---------- Exercise material ----------

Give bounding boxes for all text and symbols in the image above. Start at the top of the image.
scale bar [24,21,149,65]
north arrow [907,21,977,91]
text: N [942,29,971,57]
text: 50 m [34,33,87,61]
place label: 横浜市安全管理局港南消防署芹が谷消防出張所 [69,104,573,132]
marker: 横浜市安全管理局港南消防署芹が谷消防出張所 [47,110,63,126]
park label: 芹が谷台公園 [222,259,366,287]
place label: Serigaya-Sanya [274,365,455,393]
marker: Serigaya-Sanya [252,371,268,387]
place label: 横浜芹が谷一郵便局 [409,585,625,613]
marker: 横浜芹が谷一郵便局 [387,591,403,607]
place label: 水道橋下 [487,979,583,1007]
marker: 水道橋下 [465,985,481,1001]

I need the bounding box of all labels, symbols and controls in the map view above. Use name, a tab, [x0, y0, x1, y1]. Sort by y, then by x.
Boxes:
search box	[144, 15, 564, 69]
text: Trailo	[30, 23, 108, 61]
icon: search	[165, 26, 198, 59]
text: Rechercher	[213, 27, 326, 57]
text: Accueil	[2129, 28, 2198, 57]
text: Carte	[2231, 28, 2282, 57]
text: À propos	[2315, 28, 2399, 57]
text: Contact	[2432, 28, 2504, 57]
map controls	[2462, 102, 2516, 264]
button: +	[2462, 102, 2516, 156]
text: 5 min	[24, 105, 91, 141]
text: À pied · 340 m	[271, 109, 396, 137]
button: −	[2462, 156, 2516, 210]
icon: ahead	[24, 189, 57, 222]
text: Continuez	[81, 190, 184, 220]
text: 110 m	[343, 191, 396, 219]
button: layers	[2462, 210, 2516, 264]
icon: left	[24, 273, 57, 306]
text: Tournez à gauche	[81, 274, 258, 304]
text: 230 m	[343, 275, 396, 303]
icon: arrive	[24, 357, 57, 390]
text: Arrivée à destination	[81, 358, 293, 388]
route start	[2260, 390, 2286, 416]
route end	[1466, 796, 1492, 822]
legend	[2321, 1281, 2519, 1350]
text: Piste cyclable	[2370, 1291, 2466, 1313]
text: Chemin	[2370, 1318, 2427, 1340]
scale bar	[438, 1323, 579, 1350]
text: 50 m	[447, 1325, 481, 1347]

----------

Work item: Print out the complete data above, character for character.

Solution to this exercise:
Give bounding boxes for all text and symbols in the image above. Start at the top of the image.
scale bar [24,21,149,65]
north arrow [907,21,977,91]
text: N [942,29,971,57]
text: 50 m [34,33,87,61]
place label: 横浜市安全管理局港南消防署芹が谷消防出張所 [69,104,573,132]
marker: 横浜市安全管理局港南消防署芹が谷消防出張所 [47,110,63,126]
park label: 芹が谷台公園 [222,259,366,287]
place label: Serigaya-Sanya [274,365,455,393]
marker: Serigaya-Sanya [252,371,268,387]
place label: 横浜芹が谷一郵便局 [409,585,625,613]
marker: 横浜芹が谷一郵便局 [387,591,403,607]
place label: 水道橋下 [487,979,583,1007]
marker: 水道橋下 [465,985,481,1001]

I need the bounding box of all labels, symbols and controls in the map view above. Use name, a tab, [x0, y0, x1, y1]. Sort by y, then by x.
Boxes:
search box	[144, 15, 564, 69]
text: Trailo	[30, 23, 108, 61]
icon: search	[165, 26, 198, 59]
text: Rechercher	[213, 27, 326, 57]
text: Accueil	[2129, 28, 2198, 57]
text: Carte	[2231, 28, 2282, 57]
text: À propos	[2315, 28, 2399, 57]
text: Contact	[2432, 28, 2504, 57]
map controls	[2462, 102, 2516, 264]
button: +	[2462, 102, 2516, 156]
text: 5 min	[24, 105, 91, 141]
text: À pied · 340 m	[271, 109, 396, 137]
button: −	[2462, 156, 2516, 210]
icon: ahead	[24, 189, 57, 222]
text: Continuez	[81, 190, 184, 220]
text: 110 m	[343, 191, 396, 219]
button: layers	[2462, 210, 2516, 264]
icon: left	[24, 273, 57, 306]
text: Tournez à gauche	[81, 274, 258, 304]
text: 230 m	[343, 275, 396, 303]
icon: arrive	[24, 357, 57, 390]
text: Arrivée à destination	[81, 358, 293, 388]
route start	[2260, 390, 2286, 416]
route end	[1466, 796, 1492, 822]
legend	[2321, 1281, 2519, 1350]
text: Piste cyclable	[2370, 1291, 2466, 1313]
text: Chemin	[2370, 1318, 2427, 1340]
scale bar	[438, 1323, 579, 1350]
text: 50 m	[447, 1325, 481, 1347]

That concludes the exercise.